You and I both know that there's no such thing as "just an apple." Neither of us would ever go into a supermarket, walk up to a barrel labeled "apples" in the produce section and randomly pick out any old orb, right? No: You and I both have our preferences, we know exactly what a Granny Smith or a Fuji or a McIntosh tastes like, and we know what we like and don't like. There are hundreds of varieties of apple, each one distinct and delicious, and even with their different flavors they share some quality of recognizable apple-ness.
Coffee is the same way: There are thousands of varieties of coffee, many of them as distinct from one another as a Red Delicious is from a crabapple. Yet when we walk into a coffee shop, there's that proverbial barrel of apples: "Coffee," just one word on the menu, as though all coffees were created equal.
Today, we'll explore the importance of coffee variety, and over the next few columns, we'll explore particular types of coffee to get a better sense of the Braeburns and the Galas and the Golden Deliciouses of the caffeinated landscape.
"Any time a single type of plant dominates a particular plot of land, it's vulnerable to attack from pests and diseases"
Biodiversity is important among any and all plant species, and coffee is no exception: Any time a single type of plant dominates a particular plot of land, it's vulnerable to attack from pests and diseases that can crack its genetic and natural code, so to speak. Currently, the devastating disease Coffee-Leaf Rust is ravishing plants throughout Central America; the close proximity of rows and rows of vulnerable plants makes them a natural target for the spread of the disease.

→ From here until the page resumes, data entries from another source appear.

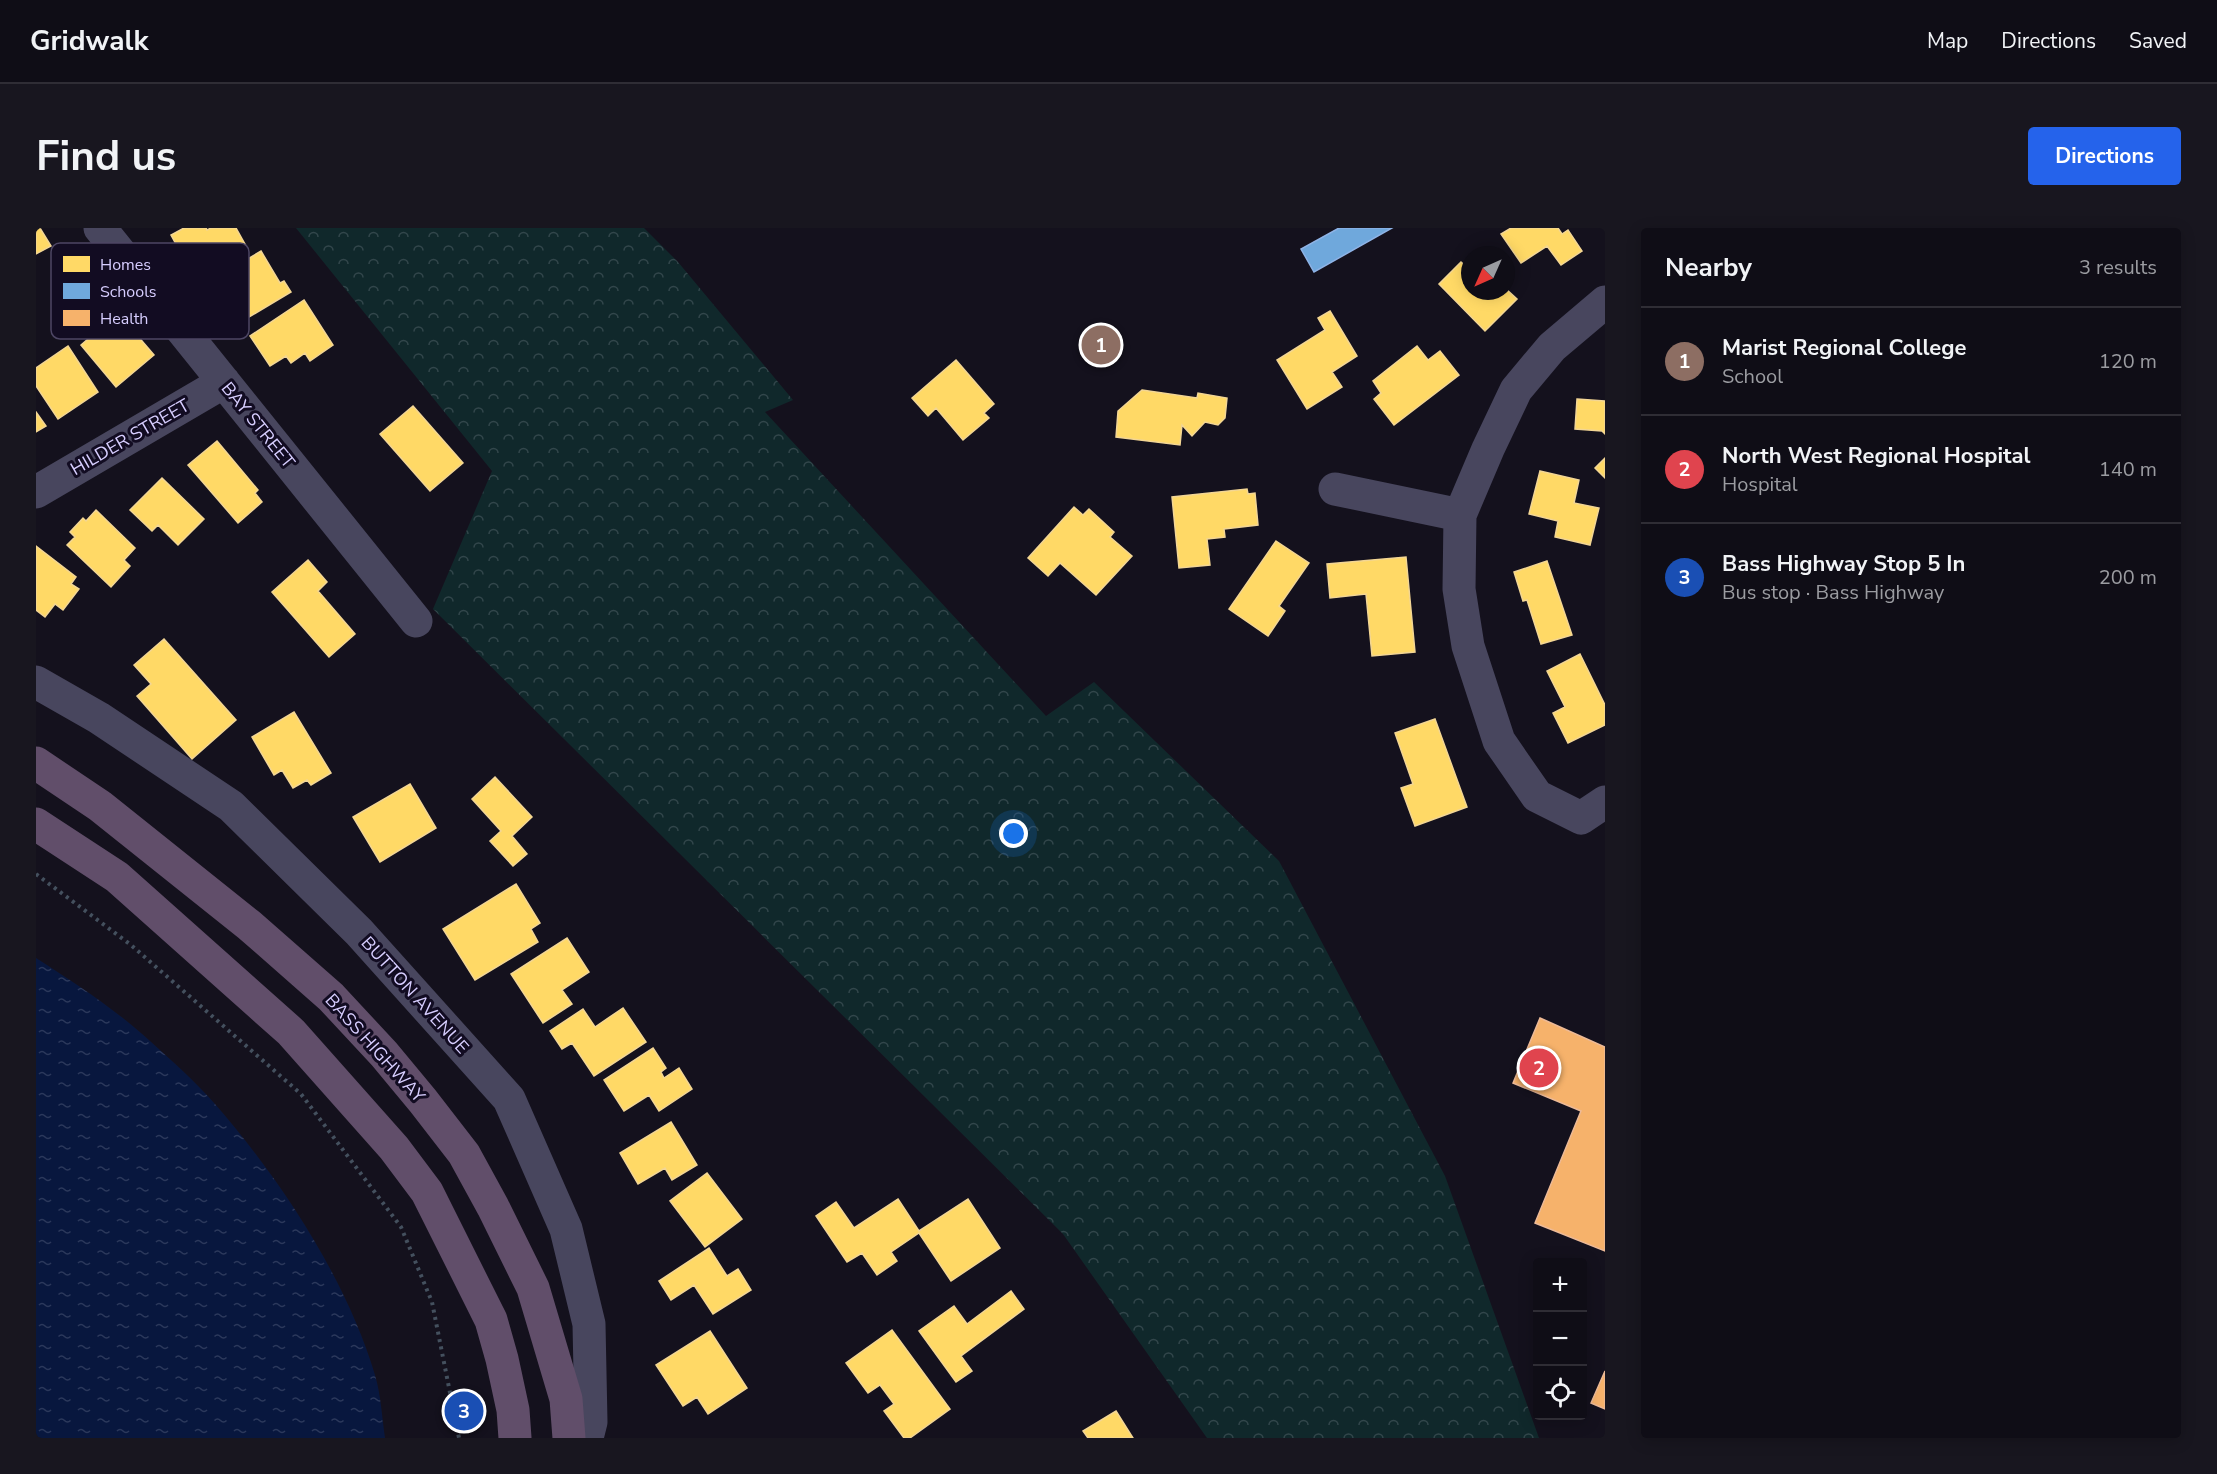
<!DOCTYPE html>
<html lang="en">
<head>
<meta charset="utf-8">
<style>
  body { margin:0; font-family:"Nunito Sans",sans-serif; background:#18161f; color:#f1f3f6 }
  .controls { position:absolute; right:18px; bottom:18px; display:grid; overflow:hidden; border-radius:6px; box-shadow:0 3px 15px #0003 }
  .controls button { width:54px; height:54px; display:grid; place-items:center; padding:0; border:0; border-bottom:2px solid #2f2d35; background:#0f0d16; color:#f1f3f6; font:30px sans-serif }
  .compass { position:absolute; left:1425px; top:18px; width:54px; height:54px; border-radius:50%; background:#0f0d16; box-shadow:0 3px 15px #0003; rotate:225deg }
  .you { position:absolute; left:978px; top:606px; width:21px; height:21px; margin:-15px; border:4px solid #fff; border-radius:50%; background:#1a73e8; box-shadow:0 0 0 9px #1a73e833 }
  .badge { display:grid; place-items:center; width:39px; height:39px; border-radius:50%; background:#2563eb; color:#fff; font-size:20px; font-weight:700 }
  .pin { position:absolute; translate:-50% -50%; border:3px solid #fff; box-shadow:0 2px 6px #0006 }
  .list { margin:0; padding:0; list-style:none }
  h2 { display:flex; justify-content:space-between; align-items:center; height:78px; margin:0; padding:0 24px; font-size:26px }
  h2 small { font-size:20px; font-weight:400; color:#9b9ca1 }
  .list li { display:grid; grid-template-columns:39px 1fr auto; gap:18px; align-items:center; box-sizing:border-box; height:108px; padding:0 24px; border-top:2px solid #2f2d35 }
  .list b { display:block; font-size:22px; white-space:nowrap }
  .list p { margin:0; font-size:20px; white-space:nowrap; color:#9b9ca1 }
  .list em { font-size:20px; font-style:normal; color:#9b9ca1 }
  .icon { flex:none; width:33px; height:33px; fill:none; stroke:currentColor; stroke-width:2; stroke-linecap:round; stroke-linejoin:round }
  .map { position:relative; flex:none; width:1569px; height:1210px; overflow:hidden; border-radius:6px }
  header { display:flex; align-items:center; gap:36px; box-sizing:border-box; height:84px; padding:0 30px; background:#0f0d16; border-bottom:2px solid #2f2d35 }
  header strong { font-size:28px }
  nav { display:flex; gap:33px; margin-inline-start:auto; font-size:21px }
  .intro { display:flex; align-items:center; justify-content:space-between; box-sizing:border-box; height:144px; padding:0 36px }
  h1 { margin:0; font-size:42px }
  .button { padding:15px 27px; border-radius:6px; background:#2563eb; color:#fff; font-size:21px; font-weight:700 }
  main { display:flex; gap:36px; padding:0 36px }
  aside { flex:1; background:#0f0d16; border-radius:6px; box-shadow:0 3px 15px #0003 }
  .map>svg:first-child { display:block }
  .forest { fill:url(#forest-crowns) }
  .water { fill:url(#water-ripples) }
  .homes { fill:#ffd966; stroke:#f3d694; stroke-width:1.5 }
  .schools { fill:#6fa8dc; stroke:#8eb3e6; stroke-width:1.5 }
  .health { fill:#f6b26b; stroke:#edba97; stroke-width:1.5 }
  .lines { fill:none; stroke-linecap:round; stroke-linejoin:round }
  .path { stroke:#44505e; stroke-width:4; stroke-dasharray:3 4.5; stroke-linecap:butt }
  .minor { stroke:#48465e; stroke-width:33 }
  .trunk { stroke:#614e6a; stroke-width:33 }
  .labels { text-anchor:middle; stroke-width:6; stroke-linejoin:round; paint-order:stroke }
  .street-label { font-size:18px; fill:#d7ceff; stroke:#120c22 }
  .key { fill:#120c22; stroke:#4d4664; stroke-width:1.5 }
  .key-label { font-size:16px; fill:#d7ceff }
</style>
</head>
<body>
<header>
<strong>Gridwalk</strong>
<nav><a>Map</a><a>Directions</a><a>Saved</a></nav>
</header>
<div class="intro"><h1>Find us</h1><a class="button">Directions</a></div>
<main>
<div class="map">
<svg width="1569" height="1210" viewBox="0 0 1569 1210">
  <defs>
    <pattern id="forest-crowns" width="20" height="18" patternUnits="userSpaceOnUse" patternTransform="scale(1.5)"><rect width="20" height="18" fill="#10282b"/><path d="M2 6a3 3 0 1 1 6 0M12 15a3 3 0 1 1 6 0" fill="none" stroke="#32464b"/></pattern>
    <pattern id="water-ripples" width="26" height="14" patternUnits="userSpaceOnUse" patternTransform="scale(1.5)"><rect width="26" height="14" fill="#08173e"/><path d="M2 4q2-2 4 0t4 0M15 11q2-2 4 0t4 0" fill="none" stroke="#2b385b"/></pattern>
  </defs>
  <rect width="100%" height="100%" fill="#14111d"/>
  <path class="forest" d="M260,0H608L642,34L757,172L729,184L1010,488L1058,454L1243,633L1409,948L1503,1210H1171L1027,1006L397,381L456,243Z"/>
  <path class="water" d="M0,730C39,755 79,781 114,813C135,832 159,853 179,876C245,952 310,1050 339,1147C345,1167 346,1190 349,1210H0Z"/>
  <path class="homes" d="M0,0H4L15,18L0,26Z
    M148,0H170L171,2L175,0H200L210,18L163,44L157,33L151,36L135,7Z
    M1475,0H1522L1526,6L1532,2L1546,23L1525,37L1511,18L1485,35L1465,6Z
    M225,23L244,55L248,53L255,64L213,89L187,46Z
    M1425,34L1434,42V63H1470V61L1481,71L1449,103L1403,56Z
    M268,72L297,117L274,133L269,125L255,135L250,128L234,138L214,108Z
    M1294,83L1321,128L1296,144L1306,159L1271,181L1241,132L1289,102L1282,90Z
    M82,85L118,127L80,159L45,117Z
    M32,118L62,164L22,191L0,158V140Z
    M1381,118L1392,132L1404,123L1423,147L1358,197L1338,171L1345,165L1337,153Z
    M920,132L958,176L948,185L953,190L927,212L900,180L892,188L876,170Z
    M1106,162L1161,170L1162,165L1191,170L1189,190L1182,197L1169,194L1156,208L1146,197L1144,217L1080,209L1082,183Z
    M1541,171L1569,173V206L1566,203L1539,201Z
    M377,178L427,235L394,263L344,206Z
    M0,184L10,198L0,204Z
    M181,213L222,262L219,265L226,274L202,295L152,237Z
    M1569,230V250L1559,240Z
    M1504,243L1543,252L1538,275L1563,280L1554,317L1519,309L1522,293L1493,286Z
    M126,250L168,291L142,317L122,297L116,303L94,282Z
    M1211,261L1212,266L1219,265L1222,297L1188,301L1189,309L1171,311L1174,337L1143,340L1136,269Z
    M1038,279L1047,287L1053,281L1078,304L1074,309L1096,328L1060,367L1024,335L1012,348L992,330Z
    M60,282L99,320L88,332L94,338L75,359L31,317L39,309L34,304L47,290L50,293Z
    M1240,313L1273,335L1243,378L1249,383L1232,408L1193,381Z
    M0,318L40,349L35,356L43,361L27,382L19,376L9,389L0,382Z
    M1370,329L1379,424L1336,428L1330,366L1294,370L1291,336Z
    M272,332L291,354L282,363L319,406L293,429L236,364Z
    M1511,333L1536,407L1505,416L1491,372L1487,373L1478,344Z
    M128,411L200,492L156,531L101,468L115,456L98,437Z
    M1544,426L1569,477V497L1532,515L1517,485L1529,479L1511,443Z
    M258,484L295,545L275,557L271,552L257,560L246,542L238,547L216,509Z
    M1399,491L1431,579L1379,598L1365,560L1377,556L1359,505Z
    M459,549L496,589L476,608L491,626L477,638L454,613L465,603L436,571Z
    M374,556L400,600L344,634L317,589Z
    M480,656L504,695L495,701L502,714L439,752L407,701Z
    M531,710L553,744L526,762L536,776L507,795L475,746Z
    M587,780L610,814L558,848L536,815L526,821L514,803L547,781L559,799Z
    M617,820L630,840L625,844L628,850L643,840L656,861L623,883L613,867L588,883L568,852Z
    M635,894L661,937L636,952L629,940L602,956L584,925Z
    M671,945L706,991L669,1019L634,973Z
    M862,971L883,1003L932,971L964,1020L915,1053L883,1005L855,1024L861,1033L841,1047L826,1025L811,1034L780,988L800,974L818,1000Z
    M673,1020L691,1048L702,1041L715,1062L677,1086L658,1057L635,1072L623,1053Z
    M975,1063L988,1081L925,1128L936,1143L920,1154L883,1103L918,1078L931,1096Z
    M856,1102L914,1181L874,1210H868L848,1183L858,1176L844,1157L832,1165L810,1135Z
    M674,1103L711,1160L672,1186L661,1169L647,1178L620,1137Z
    M1080,1183L1097,1210H1052L1047,1203Z"/>
  <path class="schools" d="M1303,0H1356L1278,44L1265,21Z"/>
  <path class="health" d="M1504,790L1569,819V1023L1499,995L1545,883L1477,855Z
    M1569,1143V1181L1555,1175Z"/>
  <g class="lines">
    <path class="path" d="M0,646L95,717L265,866L365,999L396,1074L423,1210"/>
    <path class="minor" d="M64,0L380,393
      M1569,74L1516,119L1480,162L1452,221L1424,287L1423,361L1432,418L1463,513L1501,568L1545,590L1569,574
      M1299,261L1424,287
      M0,264L188,154
      M0,454L63,490L195,578L323,704L473,871L530,1001L553,1096L555,1194L551,1210"/>
    <path class="trunk" d="M0,535L64,578L213,697L295,769L348,826L387,873L428,926L457,979L497,1060L530,1171L533,1210
      M0,596L81,649L255,804L358,920L391,964L455,1092L466,1131L477,1182L479,1210"/>
  </g>
  <g class="labels">
    <g class="street-label">
      <text transform="translate(222 197) rotate(51)" y="6">BAY STREET</text>
      <text transform="translate(94 209) rotate(-30)" y="6">HILDER STREET</text>
      <text transform="translate(379 767) rotate(48)" y="6">BUTTON AVENUE</text>
      <text transform="translate(339 820) rotate(48)" y="6">BASS HIGHWAY</text>
    </g>
  </g>
  <rect x="15" y="15" width="198" height="96" rx="9" class="key"/>
  <rect x="27" y="28" width="27" height="16" fill="#ffd966"/>
  <rect x="27" y="55" width="27" height="16" fill="#6fa8dc"/>
  <rect x="27" y="82" width="27" height="16" fill="#f6b26b"/>
  <g class="key-label">
    <text x="64" y="42">Homes</text>
    <text x="64" y="69">Schools</text>
    <text x="64" y="96">Health</text>
  </g>
</svg>
<div class="controls">
<button>+</button>
<button>−</button>
<button><svg class="icon" aria-label="locate" viewBox="0 0 24 24"><circle cx="12" cy="12" r="6"/><path d="M12 2v4M12 18v4M2 12h4M18 12h4"/></svg></button>
</div>
<svg class="compass" viewBox="-18 -18 36 36"><path d="M0-13l5 13h-10z" fill="#e53935"/><path d="M0 13l5-13h-10z" fill="#9b9ca1"/></svg>
<div class="you"></div>
<div class="pin badge" style="left:1065px;top:117px;background:#8d6e63">1</div>
<div class="pin badge" style="left:1503px;top:840px;background:#e0444e">2</div>
<div class="pin badge" style="left:428px;top:1183px;background:#1a4fb4">3</div>
</div>
<aside>
<h2>Nearby<small>3 results</small></h2>
<ul class="list">
<li><span class="badge" style="background:#8d6e63">1</span><div><b>Marist Regional College</b><p>School</p></div><em>120 m</em></li>
<li><span class="badge" style="background:#e0444e">2</span><div><b>North West Regional Hospital</b><p>Hospital</p></div><em>140 m</em></li>
<li><span class="badge" style="background:#1a4fb4">3</span><div><b>Bass Highway Stop 5 In</b><p>Bus stop · Bass Highway</p></div><em>200 m</em></li>
</ul>
</aside>
</main>
</body>
</html>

Throughout coffee's history, the number of coffee varieties has narrowed from the thousands that grow in its native East Africa to a handful transplanted in the Arabic Peninsula and on the island of Java, to a single plant gifted to the King of France, from which most of the New World's plants originated. Called "the Noble Tree," that French coffee shrub gave its clippings to Latin America along with the African island of Bourbon (now called Reunion); descendants of the Noble Tree are called "typica" variety. Mutating over time and in different climates worldwide, typica has become the parent strain of innumerable subvarieties.
Of course, there are also man-made varieties, hybrids designed to combat natural enemies like bad weather, bugs, pests, drought, and disease, as well as types that are more productive, or have particular flavor characteristics. While "man-made" strikes fear in the hearts of those who see visions of Monsanto monsters dancing on the grave of heirloom varieties of corn and beans, not all are evil: In fact, many experts argue that without scientific intervention, coffee runs a much greater risk of going extinct within the next generation or two.
From a purely selfish flavor perspective, having a vast number of coffee varieties is a great thing. Just like we would all quickly tire of apples if they were all Golden Delicious, we might tire of coffee if it all just tasted, you know, like "coffee." Instead, we get to mix it up sometimes with the juicy, tropical fruity Kenyan SL varieties, or delicate and tea-like heirloom Ethiopians. There are the chocolate-cherry-like Mexican typica coffees and the supersweet, butterschotchy Bourbons from El Salvador.
In the next few columns, we'll look at individual varieties, tracing their lineage a little and examining some of their flavor and botanical characteristics. After all, as they say: Variety is the spice of coffee!